There is no per-run dollar budget setting. What bounds cost is hard runtime limits plus visibility, all documented on the official page:
| Constraint | Value |
|---|---|
| Concurrent agents | Up to 16 (fewer on low-core machines) |
| Total agents per run | 1,000 |
| Mid-run user input | None - only agent permission prompts pause a run |
| Script filesystem/shell access | None - only agents touch files and shell |
Runs count toward your plan's usage and rate limits like any other session, and the docs are direct that a run can use meaningfully more tokens than working through the task in conversation. The recommended budgeting practice: pilot on a small slice first - one directory instead of the whole repo. The /workflows view shows each agent's token usage live, and stopping a run there does not lose completed work.
The other budget lever is model routing. Every agent uses your session's model unless the script routes a stage to a different one, so check /model before a large run and ask for a smaller model on stages that do not need the strongest one. For deciding which model deserves the expensive stages, the scoring framework in Fable 5 vs Opus 4.8 applies directly.
One permission detail that surprises people: workflow subagents always run in acceptEdits mode and inherit your tool allowlist regardless of your session's permission mode.
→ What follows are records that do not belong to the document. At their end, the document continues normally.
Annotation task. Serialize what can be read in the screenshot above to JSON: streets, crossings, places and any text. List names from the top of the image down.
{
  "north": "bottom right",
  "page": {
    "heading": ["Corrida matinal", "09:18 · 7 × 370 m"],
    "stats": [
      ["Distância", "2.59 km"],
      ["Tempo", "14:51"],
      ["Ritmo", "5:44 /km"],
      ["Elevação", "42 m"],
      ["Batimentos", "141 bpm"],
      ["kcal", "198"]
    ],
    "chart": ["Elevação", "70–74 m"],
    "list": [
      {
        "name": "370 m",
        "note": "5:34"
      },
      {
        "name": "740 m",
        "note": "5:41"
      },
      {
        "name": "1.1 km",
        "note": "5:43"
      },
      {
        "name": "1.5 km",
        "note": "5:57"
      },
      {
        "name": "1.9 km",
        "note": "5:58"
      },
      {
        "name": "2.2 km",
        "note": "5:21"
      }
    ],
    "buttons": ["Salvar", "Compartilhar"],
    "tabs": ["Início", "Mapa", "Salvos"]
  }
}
File edits are auto-approved; shell commands and web fetches outside your allowlist can still prompt mid-run, so add the commands your agents will need before a long run. To disable workflows entirely: toggle in /config, set "disableWorkflows": true, or set CLAUDE_CODE_DISABLE_WORKFLOWS=1 - orgs can enforce the same through managed settings.
Resume is checkpoint-based: stop a run, resume it in /workflows with p, and completed agents return cached results while only the rest run live. The honest limitation is the session boundary - resume works within the same Claude Code session, and exiting mid-run means the next session starts the workflow fresh. For long-horizon work that must survive restarts, the checkpointing habits in the overnight agents workflow still apply.
When a run does what you wanted, press s in /workflows to save its script as a slash command. Two locations: .claude/workflows/ in the project (shared via the repo) or ~/.claude/workflows/ (personal, every project). A project workflow wins a name collision.
Saved workflows accept structured input through an args global. Say "Run /triage-issues on issues 1024, 1025, and 1030" and Claude passes the list as structured data the script can call array methods on directly. Omit input and args is undefined.
The agents overview page draws the line well: workflows are for jobs that outgrow a handful of subagents or need findings verified against each other - a codebase-wide audit, a 500-file migration, cross-checked research. If a side task would merely flood your context, a plain subagent is cheaper. If workers need to talk to each other over hours, agent teams fit better. And since there is no mid-run user input, a process needing sign-off between stages should be split into one workflow per stage. When a run goes sideways, start with debugging AI agent workflows.
Claude Code v2.1.154 or later, on any paid plan (Pro, Max, Team, Enterprise), via the Anthropic API, or on Bedrock, Vertex AI, and Microsoft Foundry. On Pro the feature is off by default - enable it from the Dynamic workflows row in /config.
The script holds the plan. With subagents and agent teams, Claude or a lead agent decides turn by turn what runs next. A workflow encodes the loop in JavaScript, keeps intermediate results in script variables, and scales to hundreds of agents per run within caps of 16 concurrent and 1,000 total.
Within the same session, yes - completed agents return cached results on resume and only unfinished work runs live. Across sessions, no: exiting Claude Code mid-run means the next session starts the workflow fresh.
The runtime journals calls so runs can resume deterministically, which means nondeterministic functions throw inside the script. Pass timestamps in through args and create variety across agents by varying prompts by index.